▶ Record set:
* * * *

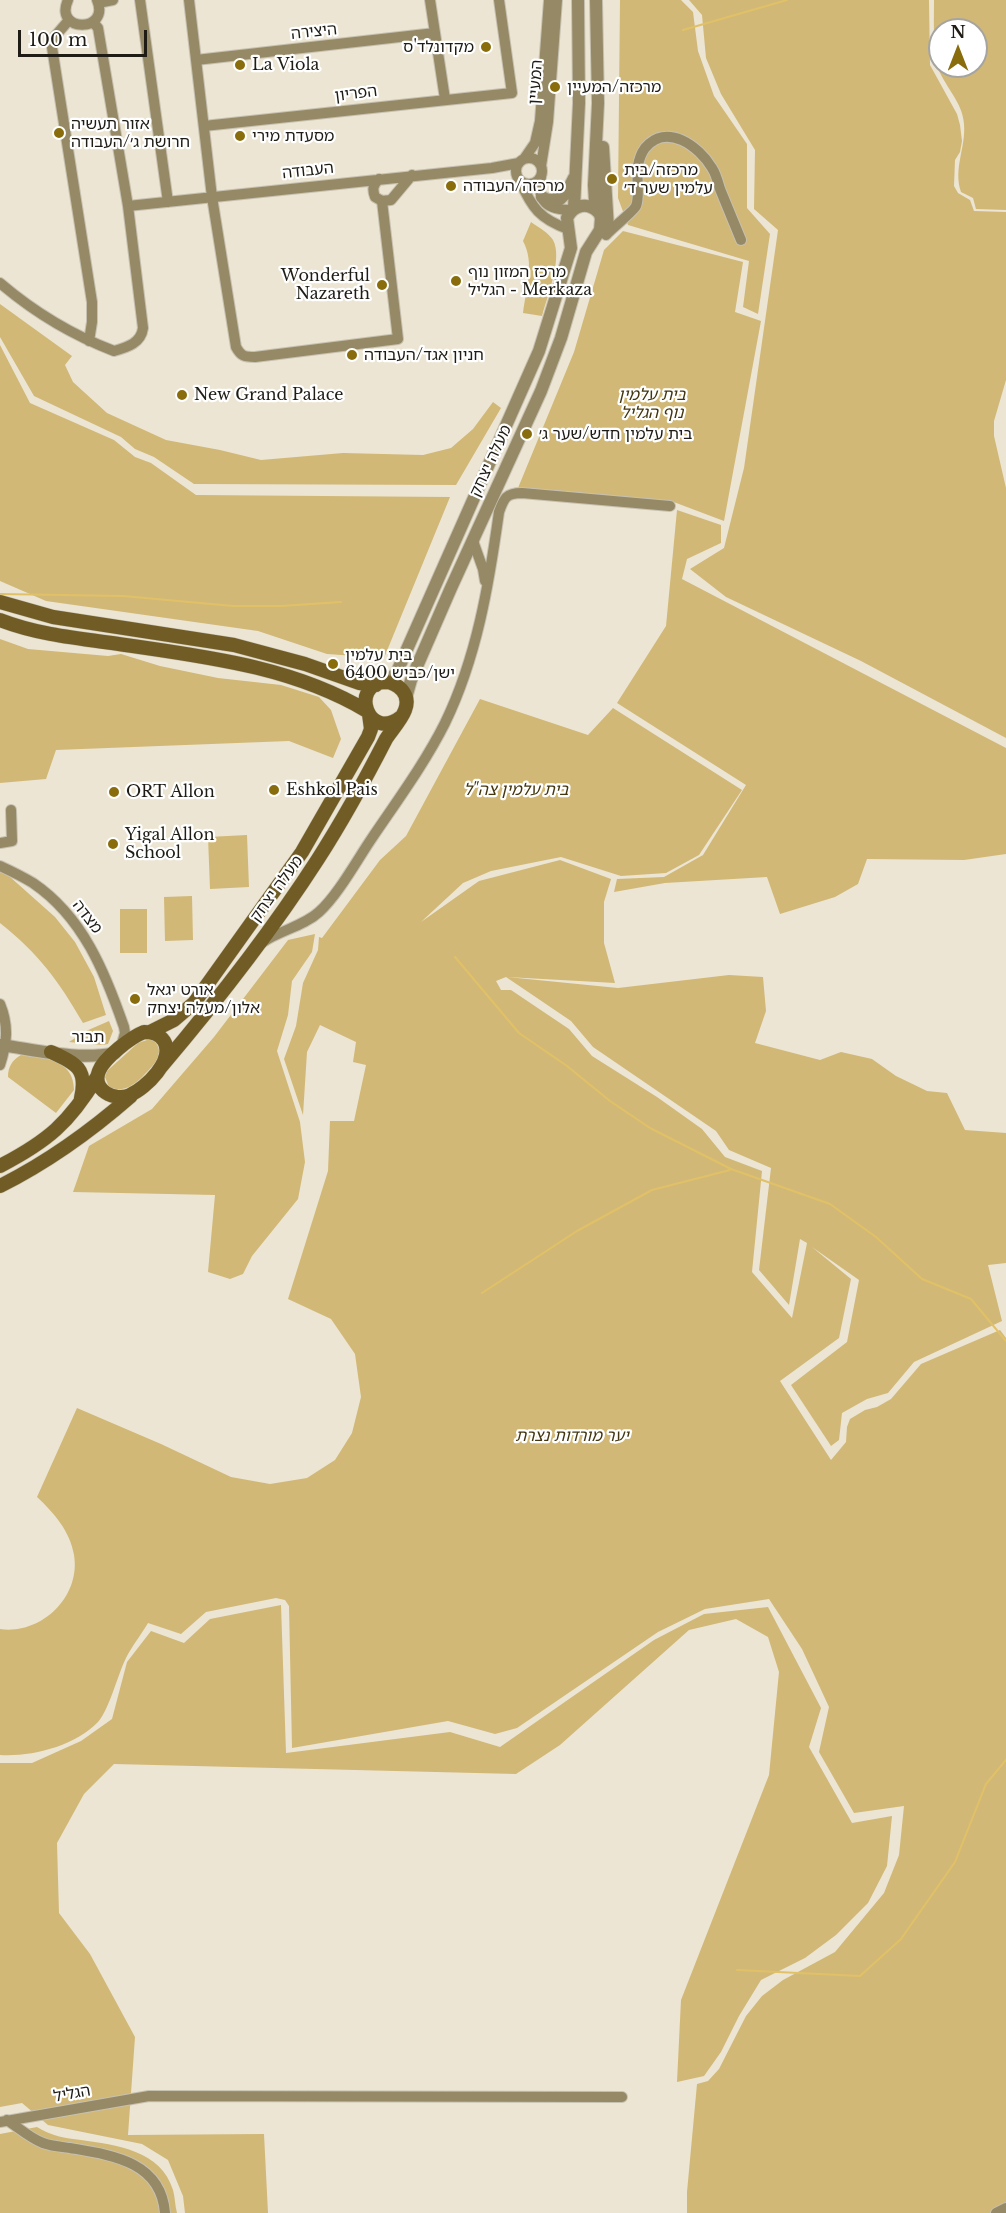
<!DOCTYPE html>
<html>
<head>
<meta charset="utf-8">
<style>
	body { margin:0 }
	#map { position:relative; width:1006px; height:2213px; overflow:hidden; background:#ece5d3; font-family:"Libre Baskerville",serif }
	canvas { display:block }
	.north { position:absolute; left:928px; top:18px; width:60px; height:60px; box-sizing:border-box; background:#fff; border:2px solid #a5a4a1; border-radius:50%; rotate:0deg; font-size:16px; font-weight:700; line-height:24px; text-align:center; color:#1e1c15 }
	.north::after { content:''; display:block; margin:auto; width:21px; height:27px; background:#896d0d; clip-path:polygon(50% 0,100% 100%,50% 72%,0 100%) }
	.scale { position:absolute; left:18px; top:30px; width:129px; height:27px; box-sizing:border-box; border:3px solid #1e1c15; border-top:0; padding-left:8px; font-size:18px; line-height:21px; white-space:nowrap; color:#1e1c15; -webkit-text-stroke:4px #fff; paint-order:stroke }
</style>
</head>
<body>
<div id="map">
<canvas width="1006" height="2213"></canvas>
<div class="north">N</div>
<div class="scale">100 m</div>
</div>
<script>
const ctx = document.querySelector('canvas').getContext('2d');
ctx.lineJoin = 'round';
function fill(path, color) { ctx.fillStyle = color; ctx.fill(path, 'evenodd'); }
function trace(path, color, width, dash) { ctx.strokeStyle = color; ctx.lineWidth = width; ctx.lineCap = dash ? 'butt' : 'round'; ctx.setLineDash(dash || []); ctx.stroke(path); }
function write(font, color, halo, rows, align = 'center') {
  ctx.font = font + ' "Libre Baskerville","Noto Sans Hebrew",serif'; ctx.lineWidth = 4.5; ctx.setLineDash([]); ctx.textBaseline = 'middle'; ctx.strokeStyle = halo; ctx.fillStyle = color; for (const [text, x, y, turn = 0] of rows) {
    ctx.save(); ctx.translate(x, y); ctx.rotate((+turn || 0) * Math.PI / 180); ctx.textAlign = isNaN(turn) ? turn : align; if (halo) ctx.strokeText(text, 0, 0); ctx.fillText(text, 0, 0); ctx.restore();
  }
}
const green = new Path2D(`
	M620 0H681L693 12 698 51 714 96 747 144V208L770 234 758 314 743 307 749 261 628 225 618 198Z
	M689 0H929L930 65 957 114 960 125 962 141 960 152 955 160 954 186 958 193 970 200 974 211 1006 212V380L994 421V436L1006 488V738L861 661 726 597 690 569 724 548 744 468 778 230 754 209 755 150 721 94 706 58 702 15Z
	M934 0H1006V210L976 209 973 198 961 192C953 168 966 148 964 124 963 102 943 85 937 65 933 52 934 15 934 0ZM940 30H976V66H940Z
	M531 222C538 227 549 233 553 240 563 258 547 297 542 316L523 313C526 289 535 263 523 241Z
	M623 231 743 262 735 312 761 321 724 521 671 501 518 488 574 352 604 250Z
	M0 304 72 356 65 365 73 382 107 413 166 440 220 450 261 460 343 453 423 455 451 448 473 429 493 402 501 408 456 485 194 484 154 457 135 449 121 437 34 396 0 337Z
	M0 345 30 403 114 440 135 457 151 463 196 495 450 497 384 658 327 654 258 631 46 601 0 581Z
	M677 510 721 525V543L687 559 682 579 1006 748V854L964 860 867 859 858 884 835 897 780 914 767 877 665 883 614 892 617 879 664 877 703 855 746 785 617 703 666 626Z
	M0 639 28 649 108 656 121 654 160 666 218 678 281 685 319 697 331 710 341 739 333 758 289 741 56 750 46 779 0 783Z
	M480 699 588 735 613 708 742 790 699 855 666 873 621 876 561 857 491 871 463 883 421 922 479 881 560 860 611 879 604 902V943L615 983 507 977 618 988 729 975 763 977 766 1011 755 1043 820 1060 841 1052 872 1059 896 1076 927 1091 947 1093 965 1130 1006 1133V1263L988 1265 1002 1321 914 1362 888 1393 867 1399 842 1413 839 1440 831 1446 791 1385 847 1342 859 1280 812 1247 851 1279 839 1338 780 1381 831 1460 846 1442 847 1427 850 1419 865 1410 877 1407 891 1399 921 1364 1000 1330 1006 1338V2213H687V2192L697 2084 708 2081 719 2069 746 2016 762 1996 783 1980 835 1952 884 1893 899 1855 904 1806 854 1813 819 1752 829 1707 802 1649 769 1599 705 1609 658 1632 517 1728 495 1734 448 1721 292 1748 289 1606 285 1600 276 1598 206 1612 181 1634 148 1623C141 1635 132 1646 126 1658 118 1674 109 1710 98 1722 75 1746 32 1757 0 1755V1629C41 1635 81 1597 74 1555 70 1531 54 1513 37 1497L77 1408 161 1444 231 1477 270 1484 307 1478 335 1460 352 1433 361 1397 355 1354 331 1319 288 1299 328 1171 330 1121H354L366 1065 353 1062 356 1042 320 1025 307 1052 303 1115 284 1059 296 1026 303 983 318 950 319 937 322 938 380 860 406 836ZM506 977 571 1021 593 1047 716 1131 729 1150 771 1168 759 1270 789 1305 800 1239 807 1243 792 1318 752 1272 762 1171 725 1157 702 1129 657 1097 592 1056 569 1029 511 990H501L496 981Z
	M247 835 249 887 210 889 208 837Z
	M0 868 55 917 75 942 94 977 106 1015 83 1023C58 980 39 954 0 923Z
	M192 896 193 940 165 941 164 897Z
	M120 909H147V953H120Z
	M315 934 312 952 292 981 288 1015 277 1051 300 1122 305 1162 298 1199 252 1256 243 1274 230 1279 208 1272 215 1195 73 1192 89 1146 152 1109 214 1037 288 940Z
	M109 1021 113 1031 108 1044 102 1045 69 1042 86 1031Z
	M150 1039C161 1044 161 1054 155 1063 143 1076 129 1096 109 1087L105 1077 107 1071 138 1043Z
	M21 1055C45 1057 74 1060 74 1090L56 1113 8 1077C8 1067 12 1060 21 1055Z
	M281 1605 286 1753 450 1732 500 1747 654 1640 704 1614 768 1607 821 1708 809 1747 852 1823 892 1816 887 1866 868 1903 836 1935 805 1958 761 1980 739 2016 721 2052 704 2076 677 2082 681 2000 769 1775 779 1672 768 1637 736 1619 689 1630 560 1745 516 1774 114 1764 84 1794 57 1843 59 1913 90 1954 135 2037 128 2135 264 2134 268 2213H185L183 2196 168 2160 142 2144 48 2125 22 2103 0 2107V1763H32L81 1741 112 1719 127 1662 151 1631 184 1643 210 1619Z
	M37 2127C51 2136 65 2138 81 2140 116 2145 161 2150 173 2190 175 2197 175 2206 177 2213H0V2134Z`);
const stream = new Path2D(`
	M683 30 787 0
	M0 594 123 596 233 606H281L341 602
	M455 957 519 1033 567 1066 610 1101 650 1128 731 1169 830 1204 876 1237 922 1279 971 1299 1006 1341
	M482 1293 577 1231 652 1190 730 1170
	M737 1970 860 1976 901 1939 955 1862 986 1784 1006 1760`);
const minor = new Path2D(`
	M68 0C53 33 111 33 97 0
	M140 0 168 202
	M189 0 212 197 236 347C241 356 244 357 255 357L398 339 382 201
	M430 0 445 99
	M98 3 113 0
	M69 20 51 41 92 302V322L89 341
	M196 60 435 33
	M204 126 512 93 499 0
	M516 171a13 13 0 1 1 26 0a13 13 0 1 1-26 0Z
	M524 159 535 143 540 121 549 0
	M541 166 548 122 557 0
	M541 177C536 202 548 210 572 210
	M379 179C373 185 372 189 375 197L382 201 391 200 412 175
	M520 181C532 208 540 219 568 229
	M128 206 492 168 519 163
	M606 235C612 228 634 211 636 206 642 192 631 167 645 148 666 122 699 146 712 168 716 174 718 182 720 189 727 206 734 223 741 240
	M0 283C34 312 72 335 114 351 128 347 141 343 143 328L128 206 98 28 93 22
	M473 541 483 569 485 581
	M0 843 12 841 11 810
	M0 866C11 871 23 877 33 883 83 917 105 972 124 1027L125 1033 121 1047
	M263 942C281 930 304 926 319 912 338 895 357 860 372 838 397 801 425 763 445 723 477 657 489 584 499 512 504 498 506 493 522 493L670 506
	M0 1004C9 1026 7 1043 0 1065
	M7 2120C19 2128 30 2138 43 2143 51 2146 62 2147 70 2148 111 2155 161 2161 165 2213
	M0 2122 149 2096 622 2097
	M996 2213 1006 2208`);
const tertiary = new Path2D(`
	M603 147 608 228
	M542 197 548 200 560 199 567 192 574 178
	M574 208 579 103 578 0
	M383 682 396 674 539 351 571 248 567 218C574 204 588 202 598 212
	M406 698 411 680 451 588 541 391 561 338 586 252 600 230 601 218 595 202 594 185 598 103 596 0
	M0 1045C37 1050 78 1061 115 1053`);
const secondary = new Path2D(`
	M0 602 53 617 234 645 305 664 359 683 376 685
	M0 620C36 634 74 638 112 643 199 656 290 665 367 711
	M144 1032C153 1032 159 1034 164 1041 175 1060 146 1088 130 1095 115 1102 91 1090 99 1071 104 1058 131 1037 144 1032Z
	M150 1032 174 1020 194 1003 302 852 368 737 371 729 369 714
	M51 1052C75 1063 88 1068 81 1098
	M161 1067C217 1001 271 932 318 859 343 820 365 780 386 739 395 725 416 706 402 690 397 685 392 682 385 682 349 684 368 743 401 717
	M0 1166C48 1141 69 1123 97 1077
	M0 1186C48 1162 91 1131 131 1096`);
const markers = [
	[486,47,6,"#896d0d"],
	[240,65,6,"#896d0d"],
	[555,87,6,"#896d0d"],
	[59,133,6,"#896d0d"],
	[240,136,6,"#896d0d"],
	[612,179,6,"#896d0d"],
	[451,186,6,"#896d0d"],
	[456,281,6,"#896d0d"],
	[382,285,6,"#896d0d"],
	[352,355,6,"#896d0d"],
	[182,395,6,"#896d0d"],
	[527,434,6,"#896d0d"],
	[333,664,6,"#896d0d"],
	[274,790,6,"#896d0d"],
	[114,792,6,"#896d0d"],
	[113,844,6,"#896d0d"],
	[135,999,6,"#896d0d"]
];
const streetNames = [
	["היצירה",314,32,-6],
	["המעיין",536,82,-86],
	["הפריון",356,94,-7],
	["העבודה",308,171,-6],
	["מעלה יצחק",491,461,-65],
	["מעלה יצחק",277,889,-54],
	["מצדה",87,917,52],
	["תבור",88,1037],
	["הגליל",72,2094,-10]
];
const poiNames = [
	["מקדונלד'ס",474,47,"right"],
	["La Viola",252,65],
	["מרכזה/המעיין",567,87],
	["אזור תעשיה",71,124],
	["חרושת ג׳/העבודה",71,142],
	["מסעדת מירי",252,136],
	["מרכזה/בית",624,170],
	["עלמין שער ד׳",624,188],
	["מרכזה/העבודה",463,186],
	["מרכז המזון נוף",468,272],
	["הגליל - Merkaza",468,290],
	["Wonderful",370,276,"right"],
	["Nazareth",370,294,"right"],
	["חניון אגד/העבודה",364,355],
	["New Grand Palace",194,395],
	["בית עלמין חדש/שער ג׳",539,434],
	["בית עלמין",345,655],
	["ישן/כביש 6400",345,673],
	["Eshkol Pais",286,790],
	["ORT Allon",126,792],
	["Yigal Allon",125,835],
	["School",125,853],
	["אורט יגאל",147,990],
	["אלון/מעלה יצחק",147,1008]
];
const parkNames = [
	["בית עלמין",652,395],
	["נוף הגליל",652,413],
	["בית עלמין צה\"ל",516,790],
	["יער מורדות נצרת",572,1436]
];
fill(green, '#d1b877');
trace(stream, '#e1c167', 2);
trace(minor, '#c7c1b1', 12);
trace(tertiary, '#c7c1b1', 14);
trace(secondary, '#c7c1b1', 15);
trace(minor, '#968966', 10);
trace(tertiary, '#968966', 12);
trace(secondary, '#705c24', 14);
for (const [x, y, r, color] of markers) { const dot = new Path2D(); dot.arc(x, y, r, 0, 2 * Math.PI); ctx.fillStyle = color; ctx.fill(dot); trace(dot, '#fff', 2); }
write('16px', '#1e1c15', '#fff', streetNames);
write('16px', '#1e1c15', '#fff', poiNames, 'left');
write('italic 16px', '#43360f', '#fff', parkNames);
</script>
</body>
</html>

* * * *

▶ Exercise goal: Print out the entries above word for word from the first line to the line containing "position:absolute; left:928px; top:18px;", both included, omitting the pictures.

▶ Expected answer:
<!DOCTYPE html>
<html>
<head>
<meta charset="utf-8">
<style>
	body { margin:0 }
	#map { position:relative; width:1006px; height:2213px; overflow:hidden; background:#ece5d3; font-family:"Libre Baskerville",serif }
	canvas { display:block }
	.north { position:absolute; left:928px; top:18px; width:60px; height:60px; box-sizing:border-box; background:#fff; border:2px solid #a5a4a1; border-radius:50%; rotate:0deg; font-size:16px; font-weight:700; line-height:24px; text-align:center; color:#1e1c15 }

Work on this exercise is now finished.